--- Extracted material Enclosed Below ---

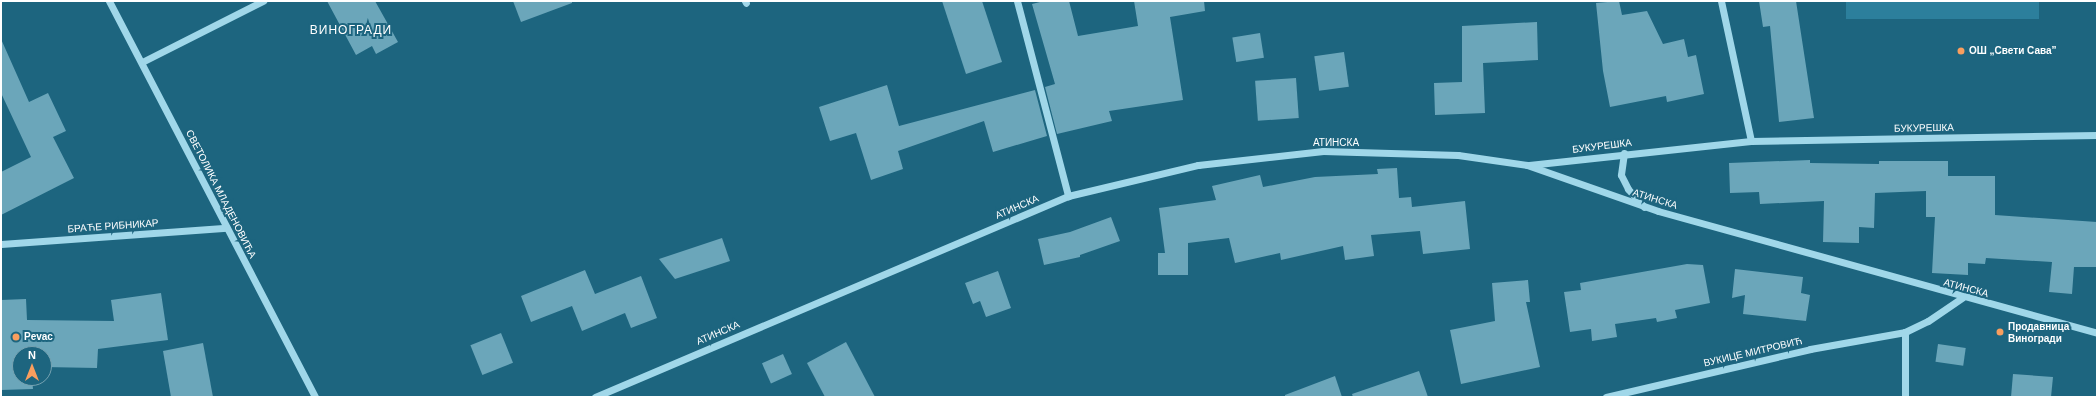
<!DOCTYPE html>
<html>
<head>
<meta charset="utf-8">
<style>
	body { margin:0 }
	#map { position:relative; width:2098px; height:398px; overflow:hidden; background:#1d657f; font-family:Arial,sans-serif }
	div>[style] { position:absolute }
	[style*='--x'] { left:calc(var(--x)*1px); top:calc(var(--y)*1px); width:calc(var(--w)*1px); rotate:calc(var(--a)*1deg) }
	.green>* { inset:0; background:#2c7f9c; transform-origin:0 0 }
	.building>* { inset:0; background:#6ba6ba; transform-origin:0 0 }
	.minor>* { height:7px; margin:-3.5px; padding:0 3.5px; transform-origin:3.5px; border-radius:3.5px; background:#a0d7e9 }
	.dots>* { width:11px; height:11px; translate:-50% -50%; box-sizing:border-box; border:2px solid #1d657f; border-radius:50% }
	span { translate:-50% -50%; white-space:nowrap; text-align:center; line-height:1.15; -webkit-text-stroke:4px #1d657f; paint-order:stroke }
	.poi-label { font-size:10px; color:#fff; font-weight:700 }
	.left { translate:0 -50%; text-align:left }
	.street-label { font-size:10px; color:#fff }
	.quarter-label { font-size:12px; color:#fff; letter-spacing:1px }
	.frame { position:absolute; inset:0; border:2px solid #fff; pointer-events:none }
	.north { position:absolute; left:12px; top:346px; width:40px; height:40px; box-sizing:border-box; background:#1d657f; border:1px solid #77a3b2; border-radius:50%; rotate:0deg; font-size:11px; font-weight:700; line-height:16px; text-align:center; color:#fff }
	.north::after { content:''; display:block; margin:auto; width:14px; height:18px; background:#f99e5e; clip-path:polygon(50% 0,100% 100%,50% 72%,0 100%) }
</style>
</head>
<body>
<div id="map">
	<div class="green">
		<div style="left:1846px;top:1px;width:193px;height:18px"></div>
	</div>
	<div class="building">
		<div style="clip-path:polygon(327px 1px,375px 1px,398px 42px,376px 54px,372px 46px,356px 55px)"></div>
		<div style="clip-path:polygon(513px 1px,572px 1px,572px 3px,521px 22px)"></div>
		<div style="clip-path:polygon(942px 1px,982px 1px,1002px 62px,966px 74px)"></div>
		<div style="clip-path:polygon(1044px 1px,1069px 1px,1078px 36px,1138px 26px,1134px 1px,1204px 1px,1205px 11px,1170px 17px,1183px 100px,1109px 111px,1112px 121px,1057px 134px,1045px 87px,1055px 84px,1032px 4px)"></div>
		<div style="clip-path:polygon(1619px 1px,1622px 15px,1647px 11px,1663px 44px,1684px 39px,1688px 57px,1696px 55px,1704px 94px,1667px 102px,1666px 96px,1610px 107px,1603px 71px,1596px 3px)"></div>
		<div style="clip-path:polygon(1759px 1px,1796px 1px,1814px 118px,1779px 122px,1770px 26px,1763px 27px)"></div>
		<div style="clip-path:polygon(1537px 22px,1538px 60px,1483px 63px,1485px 113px,1435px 115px,1434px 83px,1462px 82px,1462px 26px)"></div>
		<div style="left:1260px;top:33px;width:25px;height:28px;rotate:81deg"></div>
		<div style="clip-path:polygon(1px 39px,29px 102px,48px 93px,66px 131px,53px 137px,74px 178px,1px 215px,1px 172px,31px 157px,1px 93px)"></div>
		<div style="left:1344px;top:52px;width:35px;height:30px;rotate:82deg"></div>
		<div style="left:1296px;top:78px;width:40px;height:41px;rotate:86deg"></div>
		<div style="clip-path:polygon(887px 85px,899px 126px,1035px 90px,1047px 136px,993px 152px,984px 121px,898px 151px,903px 169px,871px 180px,856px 133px,830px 141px,819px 107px)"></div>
		<div style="clip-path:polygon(1810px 160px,1810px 163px,1879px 164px,1879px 161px,1948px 161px,1948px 176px,1995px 176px,1995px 215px,2097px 222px,2097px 267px,2074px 267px,2072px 294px,2049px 292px,2052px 262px,1986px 258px,1985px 264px,1968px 263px,1968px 275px,1932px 273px,1935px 217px,1926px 217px,1926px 191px,1875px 193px,1874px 228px,1859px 227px,1859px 243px,1823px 242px,1824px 201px,1760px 204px,1759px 192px,1730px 193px,1729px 163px)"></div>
		<div style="clip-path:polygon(1397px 168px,1399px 198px,1411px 197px,1412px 207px,1465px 201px,1470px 249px,1423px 254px,1420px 231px,1371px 235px,1374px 256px,1345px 260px,1343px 246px,1281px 260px,1280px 253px,1235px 263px,1229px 238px,1188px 243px,1188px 275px,1158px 275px,1158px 253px,1165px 253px,1159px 208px,1216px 200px,1212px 186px,1260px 175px,1263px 187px,1315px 177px,1378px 174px,1377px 169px)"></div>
		<div style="clip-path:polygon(1111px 217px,1120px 241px,1080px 255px,1080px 257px,1044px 265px,1038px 239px,1070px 232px)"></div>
		<div style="clip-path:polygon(722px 238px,730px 261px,675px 279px,659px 259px)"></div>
		<div style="clip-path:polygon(1687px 264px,1703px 265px,1710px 303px,1675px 310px,1677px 318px,1657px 322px,1656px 318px,1615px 324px,1617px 337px,1592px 341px,1591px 329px,1570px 332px,1564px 292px,1581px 290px,1580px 283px)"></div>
		<div style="clip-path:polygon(1735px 269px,1803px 277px,1801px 293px,1810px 295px,1806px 321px,1743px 314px,1745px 295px,1732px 298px)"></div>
		<div style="clip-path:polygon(585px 270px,595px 294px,641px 276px,657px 318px,631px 328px,625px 313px,582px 331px,572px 306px,531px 322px,521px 296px)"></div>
		<div style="clip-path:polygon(998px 271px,1011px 308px,986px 317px,980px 301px,973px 304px,965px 283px)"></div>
		<div style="clip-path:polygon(1528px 280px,1530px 302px,1526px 302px,1540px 367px,1461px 384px,1450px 330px,1495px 321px,1492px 283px)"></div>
		<div style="clip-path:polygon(161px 293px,168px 340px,98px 349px,97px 368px,44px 367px,44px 354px,20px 354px,20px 378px,32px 378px,33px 389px,1px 390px,1px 300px,26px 299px,27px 320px,114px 321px,111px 300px)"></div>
		<div style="left:501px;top:333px;width:32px;height:33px;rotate:68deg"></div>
		<div style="clip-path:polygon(846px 342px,875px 397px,825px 397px,807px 363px)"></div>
		<div style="clip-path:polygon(203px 343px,213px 397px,171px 397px,163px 351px)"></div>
		<div style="left:1938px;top:344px;width:28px;height:18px;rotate:8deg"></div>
		<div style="left:783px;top:354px;width:22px;height:23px;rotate:66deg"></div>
		<div style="clip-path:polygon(1419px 371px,1428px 397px,1353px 397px,1352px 394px)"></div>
		<div style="clip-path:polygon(2013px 374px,2053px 377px,2051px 397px,2011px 397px)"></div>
		<div style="clip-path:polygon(1335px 376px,1342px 397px,1285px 397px,1285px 395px)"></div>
	</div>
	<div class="minor">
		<div style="--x:109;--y:1;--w:446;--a:62.5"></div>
		<div style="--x:745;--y:1;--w:2;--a:63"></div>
		<div style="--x:1017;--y:1;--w:202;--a:75.3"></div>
		<div style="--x:1721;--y:1;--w:143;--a:77.9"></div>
		<div style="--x:142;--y:62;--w:136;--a:-26.8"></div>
		<div style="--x:1624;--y:153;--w:22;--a:98"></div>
		<div style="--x:1621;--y:175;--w:16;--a:63"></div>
		<div style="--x:1628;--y:189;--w:24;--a:48"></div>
		<div style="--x:1529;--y:165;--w:223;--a:-6.2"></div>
		<div style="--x:1751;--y:141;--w:346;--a:-1"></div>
		<div style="--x:1;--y:244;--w:226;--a:-4.1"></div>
		<div style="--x:595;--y:397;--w:514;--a:-23.02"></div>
		<div style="--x:1068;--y:196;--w:134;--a:-13.4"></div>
		<div style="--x:1198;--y:165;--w:126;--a:-6.4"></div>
		<div style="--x:1323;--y:151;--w:135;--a:1.7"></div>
		<div style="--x:1458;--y:155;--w:70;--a:8.2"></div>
		<div style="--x:1527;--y:165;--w:139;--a:19.3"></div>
		<div style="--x:1658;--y:211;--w:456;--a:15.5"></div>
		<div style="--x:1606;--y:397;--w:210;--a:-13.2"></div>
		<div style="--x:1810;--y:349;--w:97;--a:-10.1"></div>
		<div style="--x:1905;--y:332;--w:25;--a:-26"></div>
		<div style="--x:1928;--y:321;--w:42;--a:-34.4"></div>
		<div style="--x:1905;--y:397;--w:65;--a:-90"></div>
	</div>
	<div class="dots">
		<div style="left:1961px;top:51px;background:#f99e5e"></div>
		<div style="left:2000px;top:332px;background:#f99e5e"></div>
		<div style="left:16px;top:337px;background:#f99e5e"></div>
	</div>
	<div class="poi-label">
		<span class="left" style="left:1969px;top:51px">ОШ „Свети Сава”</span>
		<span class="left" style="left:2008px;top:332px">Продавница<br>Виногради</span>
		<span class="left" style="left:24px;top:337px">Pevac</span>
	</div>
	<div class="street-label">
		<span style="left:1924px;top:128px;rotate:-1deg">БУКУРЕШКА</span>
		<span style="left:1336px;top:143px">АТИНСКА</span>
		<span style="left:1602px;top:146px;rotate:-7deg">БУКУРЕШКА</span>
		<span style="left:221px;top:194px;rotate:63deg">СВЕТОЛИКА МЛАДЕНОВИЋА</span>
		<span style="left:1655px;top:199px;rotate:17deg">АТИНСКА</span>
		<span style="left:1017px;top:207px;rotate:-23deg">АТИНСКА</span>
		<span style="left:113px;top:226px;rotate:-4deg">БРАЋЕ РИБНИКАР</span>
		<span style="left:1966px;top:288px;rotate:15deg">АТИНСКА</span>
		<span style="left:718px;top:333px;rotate:-23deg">АТИНСКА</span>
		<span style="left:1753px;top:352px;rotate:-13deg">ВУКИЦЕ МИТРОВИЋ</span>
	</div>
	<div class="quarter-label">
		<span style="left:351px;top:31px">ВИНОГРАДИ</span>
	</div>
	<div class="frame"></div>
	<div class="north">N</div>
</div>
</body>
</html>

--- End of Enclosed Extracted material ---

_The task_.
The answer must consist solely of the lines from the first line of the records through the line containing "inset:0; background:#2c7f9c; transform-origin:0", reproduced exactly and without the pictures.

_Result of the exercise_.
<!DOCTYPE html>
<html>
<head>
<meta charset="utf-8">
<style>
	body { margin:0 }
	#map { position:relative; width:2098px; height:398px; overflow:hidden; background:#1d657f; font-family:Arial,sans-serif }
	div>[style] { position:absolute }
	[style*='--x'] { left:calc(var(--x)*1px); top:calc(var(--y)*1px); width:calc(var(--w)*1px); rotate:calc(var(--a)*1deg) }
	.green>* { inset:0; background:#2c7f9c; transform-origin:0 0 }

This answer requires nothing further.